> _Problem details_
From the data underneath, reproduce exactly the stretch that begins at the line with "position:relative; width:1203px; height:848px;" and ends after the line with "filter:drop-shadow(0 0 1px".

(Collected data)
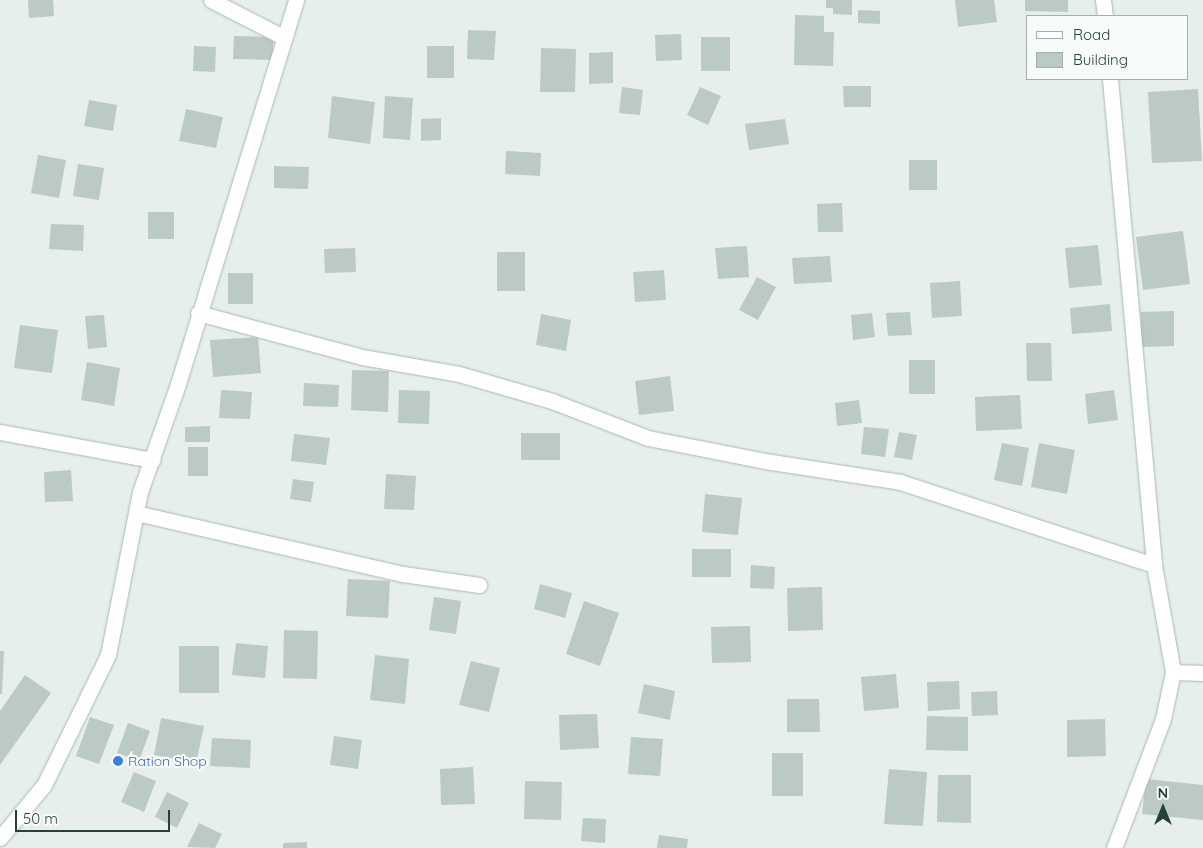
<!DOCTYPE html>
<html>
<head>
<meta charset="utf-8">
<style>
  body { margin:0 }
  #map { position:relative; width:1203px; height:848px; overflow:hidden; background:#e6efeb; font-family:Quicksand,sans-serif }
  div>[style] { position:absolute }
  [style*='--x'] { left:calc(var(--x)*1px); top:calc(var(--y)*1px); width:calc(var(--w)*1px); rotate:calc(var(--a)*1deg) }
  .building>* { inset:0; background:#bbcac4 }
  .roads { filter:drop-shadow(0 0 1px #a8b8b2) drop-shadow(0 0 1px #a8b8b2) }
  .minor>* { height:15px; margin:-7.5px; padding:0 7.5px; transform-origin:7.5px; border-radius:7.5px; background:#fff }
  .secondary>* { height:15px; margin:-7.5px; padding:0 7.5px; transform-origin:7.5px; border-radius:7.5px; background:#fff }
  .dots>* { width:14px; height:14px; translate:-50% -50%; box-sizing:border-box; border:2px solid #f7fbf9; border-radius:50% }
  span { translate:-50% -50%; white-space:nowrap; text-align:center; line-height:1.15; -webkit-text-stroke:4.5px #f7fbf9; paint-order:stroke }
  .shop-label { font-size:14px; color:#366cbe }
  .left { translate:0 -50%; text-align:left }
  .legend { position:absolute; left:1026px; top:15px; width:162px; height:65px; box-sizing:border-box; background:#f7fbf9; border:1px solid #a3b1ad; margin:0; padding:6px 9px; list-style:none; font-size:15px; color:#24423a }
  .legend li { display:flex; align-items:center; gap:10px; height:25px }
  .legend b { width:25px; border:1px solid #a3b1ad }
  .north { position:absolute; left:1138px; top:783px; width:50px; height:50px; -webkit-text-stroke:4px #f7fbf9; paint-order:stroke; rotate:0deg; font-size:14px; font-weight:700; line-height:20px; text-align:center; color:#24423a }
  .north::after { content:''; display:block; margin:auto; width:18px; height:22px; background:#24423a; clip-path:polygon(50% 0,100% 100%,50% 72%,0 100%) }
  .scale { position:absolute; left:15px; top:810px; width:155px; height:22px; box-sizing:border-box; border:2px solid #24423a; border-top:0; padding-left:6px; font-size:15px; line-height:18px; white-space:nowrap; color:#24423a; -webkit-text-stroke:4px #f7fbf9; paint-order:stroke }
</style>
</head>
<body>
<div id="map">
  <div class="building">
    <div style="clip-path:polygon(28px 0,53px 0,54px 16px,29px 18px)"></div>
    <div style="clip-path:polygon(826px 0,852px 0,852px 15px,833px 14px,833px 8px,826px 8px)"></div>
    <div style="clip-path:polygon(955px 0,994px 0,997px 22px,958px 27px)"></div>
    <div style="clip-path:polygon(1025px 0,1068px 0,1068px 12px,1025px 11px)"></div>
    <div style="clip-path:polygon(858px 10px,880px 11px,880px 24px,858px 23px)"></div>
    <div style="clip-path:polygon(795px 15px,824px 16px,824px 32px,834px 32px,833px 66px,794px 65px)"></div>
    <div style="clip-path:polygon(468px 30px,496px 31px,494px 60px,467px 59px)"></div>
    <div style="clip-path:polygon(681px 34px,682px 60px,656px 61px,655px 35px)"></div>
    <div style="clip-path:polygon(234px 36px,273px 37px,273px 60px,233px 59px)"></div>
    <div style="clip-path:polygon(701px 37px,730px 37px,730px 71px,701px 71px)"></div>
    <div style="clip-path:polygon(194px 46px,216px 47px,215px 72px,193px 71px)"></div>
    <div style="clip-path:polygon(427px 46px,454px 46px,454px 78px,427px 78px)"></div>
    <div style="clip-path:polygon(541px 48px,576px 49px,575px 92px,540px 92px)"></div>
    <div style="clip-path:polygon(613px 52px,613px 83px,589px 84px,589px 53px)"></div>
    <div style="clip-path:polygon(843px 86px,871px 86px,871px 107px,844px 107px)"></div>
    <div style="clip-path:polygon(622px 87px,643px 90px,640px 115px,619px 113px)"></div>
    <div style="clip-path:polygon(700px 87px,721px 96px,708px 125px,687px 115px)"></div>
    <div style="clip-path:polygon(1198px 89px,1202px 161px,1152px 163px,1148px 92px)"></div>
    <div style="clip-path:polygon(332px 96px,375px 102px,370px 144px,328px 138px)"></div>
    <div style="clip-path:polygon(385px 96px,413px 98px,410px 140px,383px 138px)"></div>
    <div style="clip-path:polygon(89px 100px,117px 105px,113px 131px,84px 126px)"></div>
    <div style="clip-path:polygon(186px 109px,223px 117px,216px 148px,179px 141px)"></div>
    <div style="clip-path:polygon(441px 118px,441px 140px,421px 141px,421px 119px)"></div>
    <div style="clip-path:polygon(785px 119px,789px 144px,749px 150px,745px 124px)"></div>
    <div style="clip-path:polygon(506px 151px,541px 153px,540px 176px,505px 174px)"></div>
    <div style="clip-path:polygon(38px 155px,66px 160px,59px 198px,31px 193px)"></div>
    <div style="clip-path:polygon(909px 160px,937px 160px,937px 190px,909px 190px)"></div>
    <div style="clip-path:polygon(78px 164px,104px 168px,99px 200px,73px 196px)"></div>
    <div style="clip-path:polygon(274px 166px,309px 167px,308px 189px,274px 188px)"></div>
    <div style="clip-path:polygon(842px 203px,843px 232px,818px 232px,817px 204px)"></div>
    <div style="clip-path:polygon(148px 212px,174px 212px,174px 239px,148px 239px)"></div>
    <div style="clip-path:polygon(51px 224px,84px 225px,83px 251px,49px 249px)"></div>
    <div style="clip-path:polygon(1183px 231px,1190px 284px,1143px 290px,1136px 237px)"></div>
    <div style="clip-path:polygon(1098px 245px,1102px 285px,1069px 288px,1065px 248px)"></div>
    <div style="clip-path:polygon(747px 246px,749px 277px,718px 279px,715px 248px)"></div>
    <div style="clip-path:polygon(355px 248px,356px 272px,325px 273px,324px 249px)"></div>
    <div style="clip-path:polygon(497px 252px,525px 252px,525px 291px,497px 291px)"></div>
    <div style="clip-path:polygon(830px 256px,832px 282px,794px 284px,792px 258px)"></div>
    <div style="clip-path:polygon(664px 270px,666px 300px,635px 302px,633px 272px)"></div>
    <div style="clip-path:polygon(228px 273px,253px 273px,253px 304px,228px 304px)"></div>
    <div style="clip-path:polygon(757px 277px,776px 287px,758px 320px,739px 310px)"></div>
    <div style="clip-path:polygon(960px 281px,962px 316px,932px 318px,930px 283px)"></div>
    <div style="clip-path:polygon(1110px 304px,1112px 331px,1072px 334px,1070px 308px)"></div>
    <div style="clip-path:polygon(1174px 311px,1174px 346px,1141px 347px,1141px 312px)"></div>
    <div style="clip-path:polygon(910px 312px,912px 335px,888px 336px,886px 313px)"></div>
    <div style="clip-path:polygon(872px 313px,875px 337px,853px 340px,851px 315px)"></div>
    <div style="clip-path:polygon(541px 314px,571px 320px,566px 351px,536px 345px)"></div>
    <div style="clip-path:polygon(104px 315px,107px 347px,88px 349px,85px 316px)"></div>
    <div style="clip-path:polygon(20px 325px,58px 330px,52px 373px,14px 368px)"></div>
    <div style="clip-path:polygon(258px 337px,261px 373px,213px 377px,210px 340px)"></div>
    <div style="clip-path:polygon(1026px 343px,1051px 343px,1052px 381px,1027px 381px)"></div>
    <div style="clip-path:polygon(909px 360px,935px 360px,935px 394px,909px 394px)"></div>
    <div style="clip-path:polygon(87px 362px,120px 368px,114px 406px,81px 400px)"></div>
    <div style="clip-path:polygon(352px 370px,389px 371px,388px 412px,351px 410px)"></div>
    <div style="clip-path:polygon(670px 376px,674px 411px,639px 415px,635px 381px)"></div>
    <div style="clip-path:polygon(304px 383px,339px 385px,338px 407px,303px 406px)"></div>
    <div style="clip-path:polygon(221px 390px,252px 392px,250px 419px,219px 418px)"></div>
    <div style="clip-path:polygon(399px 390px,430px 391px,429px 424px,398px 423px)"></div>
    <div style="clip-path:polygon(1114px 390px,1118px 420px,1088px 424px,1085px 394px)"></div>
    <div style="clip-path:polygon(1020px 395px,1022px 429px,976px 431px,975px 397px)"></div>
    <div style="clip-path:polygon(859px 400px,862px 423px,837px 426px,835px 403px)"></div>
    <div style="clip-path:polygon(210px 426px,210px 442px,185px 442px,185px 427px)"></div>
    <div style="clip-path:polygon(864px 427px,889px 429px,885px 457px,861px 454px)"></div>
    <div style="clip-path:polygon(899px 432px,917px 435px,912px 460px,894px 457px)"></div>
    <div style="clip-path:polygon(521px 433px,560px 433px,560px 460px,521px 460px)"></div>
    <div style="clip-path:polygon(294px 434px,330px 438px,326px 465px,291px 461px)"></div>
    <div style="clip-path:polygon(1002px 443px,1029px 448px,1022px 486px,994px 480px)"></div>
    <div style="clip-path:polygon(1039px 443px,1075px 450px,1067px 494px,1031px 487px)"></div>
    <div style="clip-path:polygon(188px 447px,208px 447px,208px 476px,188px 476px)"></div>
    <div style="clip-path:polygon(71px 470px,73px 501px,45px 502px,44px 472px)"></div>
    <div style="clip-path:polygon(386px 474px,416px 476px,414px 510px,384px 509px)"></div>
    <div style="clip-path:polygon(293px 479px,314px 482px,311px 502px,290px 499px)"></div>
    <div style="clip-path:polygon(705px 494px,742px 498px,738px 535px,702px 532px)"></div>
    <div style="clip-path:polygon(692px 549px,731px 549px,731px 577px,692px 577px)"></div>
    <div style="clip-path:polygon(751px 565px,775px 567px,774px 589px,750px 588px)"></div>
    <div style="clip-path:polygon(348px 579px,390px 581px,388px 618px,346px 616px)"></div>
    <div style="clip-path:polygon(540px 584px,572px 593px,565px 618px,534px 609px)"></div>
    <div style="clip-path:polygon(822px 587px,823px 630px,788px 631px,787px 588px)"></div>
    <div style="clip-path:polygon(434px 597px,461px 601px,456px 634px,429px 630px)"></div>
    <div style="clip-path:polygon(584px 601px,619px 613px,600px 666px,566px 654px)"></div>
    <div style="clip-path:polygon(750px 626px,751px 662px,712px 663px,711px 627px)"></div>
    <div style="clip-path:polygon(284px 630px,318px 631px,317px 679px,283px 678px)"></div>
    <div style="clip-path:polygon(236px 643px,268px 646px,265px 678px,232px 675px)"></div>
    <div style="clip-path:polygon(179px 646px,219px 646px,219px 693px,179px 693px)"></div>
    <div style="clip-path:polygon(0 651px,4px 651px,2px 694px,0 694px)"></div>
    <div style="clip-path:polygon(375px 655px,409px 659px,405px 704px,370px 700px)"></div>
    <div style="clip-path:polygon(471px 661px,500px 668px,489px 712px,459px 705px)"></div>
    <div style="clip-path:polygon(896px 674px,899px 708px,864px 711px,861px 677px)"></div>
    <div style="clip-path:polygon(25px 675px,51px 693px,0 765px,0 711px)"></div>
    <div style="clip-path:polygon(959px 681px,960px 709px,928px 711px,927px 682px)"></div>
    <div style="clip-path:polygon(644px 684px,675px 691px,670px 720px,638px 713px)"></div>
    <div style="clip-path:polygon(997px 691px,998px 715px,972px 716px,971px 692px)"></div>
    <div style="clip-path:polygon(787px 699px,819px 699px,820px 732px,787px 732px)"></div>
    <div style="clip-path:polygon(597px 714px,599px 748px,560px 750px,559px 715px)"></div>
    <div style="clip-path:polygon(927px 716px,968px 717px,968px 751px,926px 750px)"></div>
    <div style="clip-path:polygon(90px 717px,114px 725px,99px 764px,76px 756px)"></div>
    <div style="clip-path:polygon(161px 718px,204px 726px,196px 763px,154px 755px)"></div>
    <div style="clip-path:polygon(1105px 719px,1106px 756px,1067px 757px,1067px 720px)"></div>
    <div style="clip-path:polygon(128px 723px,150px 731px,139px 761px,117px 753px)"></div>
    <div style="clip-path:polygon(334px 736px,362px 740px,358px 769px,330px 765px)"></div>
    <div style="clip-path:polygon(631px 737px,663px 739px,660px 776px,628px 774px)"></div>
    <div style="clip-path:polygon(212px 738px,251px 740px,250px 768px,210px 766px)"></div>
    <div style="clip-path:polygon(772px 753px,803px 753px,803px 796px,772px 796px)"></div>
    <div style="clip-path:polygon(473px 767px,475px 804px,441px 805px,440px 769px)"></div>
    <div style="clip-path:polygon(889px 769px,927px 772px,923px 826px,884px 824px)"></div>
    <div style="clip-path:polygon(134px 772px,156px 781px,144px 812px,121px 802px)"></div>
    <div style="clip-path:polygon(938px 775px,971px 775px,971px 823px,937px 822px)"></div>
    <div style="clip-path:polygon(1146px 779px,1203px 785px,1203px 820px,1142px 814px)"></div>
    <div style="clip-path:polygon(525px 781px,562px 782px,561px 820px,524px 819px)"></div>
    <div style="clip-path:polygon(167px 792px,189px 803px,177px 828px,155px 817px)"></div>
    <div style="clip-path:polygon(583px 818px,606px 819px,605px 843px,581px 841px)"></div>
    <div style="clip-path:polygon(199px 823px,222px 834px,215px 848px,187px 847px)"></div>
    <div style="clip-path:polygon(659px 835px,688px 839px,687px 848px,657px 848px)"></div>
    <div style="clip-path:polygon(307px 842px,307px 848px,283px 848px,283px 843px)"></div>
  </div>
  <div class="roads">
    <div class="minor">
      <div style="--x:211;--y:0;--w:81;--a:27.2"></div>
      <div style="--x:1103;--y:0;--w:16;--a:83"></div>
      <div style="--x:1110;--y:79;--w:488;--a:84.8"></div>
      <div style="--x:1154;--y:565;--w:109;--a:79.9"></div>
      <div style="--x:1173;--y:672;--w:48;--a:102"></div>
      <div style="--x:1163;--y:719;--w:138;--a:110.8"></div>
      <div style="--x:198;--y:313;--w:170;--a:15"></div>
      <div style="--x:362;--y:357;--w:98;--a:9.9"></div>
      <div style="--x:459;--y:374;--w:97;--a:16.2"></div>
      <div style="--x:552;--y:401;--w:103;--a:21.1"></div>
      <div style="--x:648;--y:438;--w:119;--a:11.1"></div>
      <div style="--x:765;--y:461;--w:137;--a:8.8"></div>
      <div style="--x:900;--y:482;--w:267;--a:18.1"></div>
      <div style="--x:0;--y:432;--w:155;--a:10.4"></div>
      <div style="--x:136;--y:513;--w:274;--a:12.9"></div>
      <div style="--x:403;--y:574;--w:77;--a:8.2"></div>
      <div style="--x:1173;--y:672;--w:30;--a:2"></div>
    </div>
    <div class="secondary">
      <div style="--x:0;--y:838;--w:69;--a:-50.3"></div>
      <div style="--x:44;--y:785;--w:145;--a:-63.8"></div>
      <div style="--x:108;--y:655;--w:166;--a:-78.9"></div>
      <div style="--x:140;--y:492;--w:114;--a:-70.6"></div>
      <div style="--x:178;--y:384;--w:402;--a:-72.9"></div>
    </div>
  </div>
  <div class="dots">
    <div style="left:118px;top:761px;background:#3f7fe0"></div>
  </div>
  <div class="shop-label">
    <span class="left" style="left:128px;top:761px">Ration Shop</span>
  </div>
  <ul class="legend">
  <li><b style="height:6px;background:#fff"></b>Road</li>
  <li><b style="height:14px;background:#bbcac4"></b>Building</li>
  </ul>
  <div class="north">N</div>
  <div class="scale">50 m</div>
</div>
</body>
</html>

> _Completed task_
  #map { position:relative; width:1203px; height:848px; overflow:hidden; background:#e6efeb; font-family:Quicksand,sans-serif }
  div>[style] { position:absolute }
  [style*='--x'] { left:calc(var(--x)*1px); top:calc(var(--y)*1px); width:calc(var(--w)*1px); rotate:calc(var(--a)*1deg) }
  .building>* { inset:0; background:#bbcac4 }
  .roads { filter:drop-shadow(0 0 1px #a8b8b2) drop-shadow(0 0 1px #a8b8b2) }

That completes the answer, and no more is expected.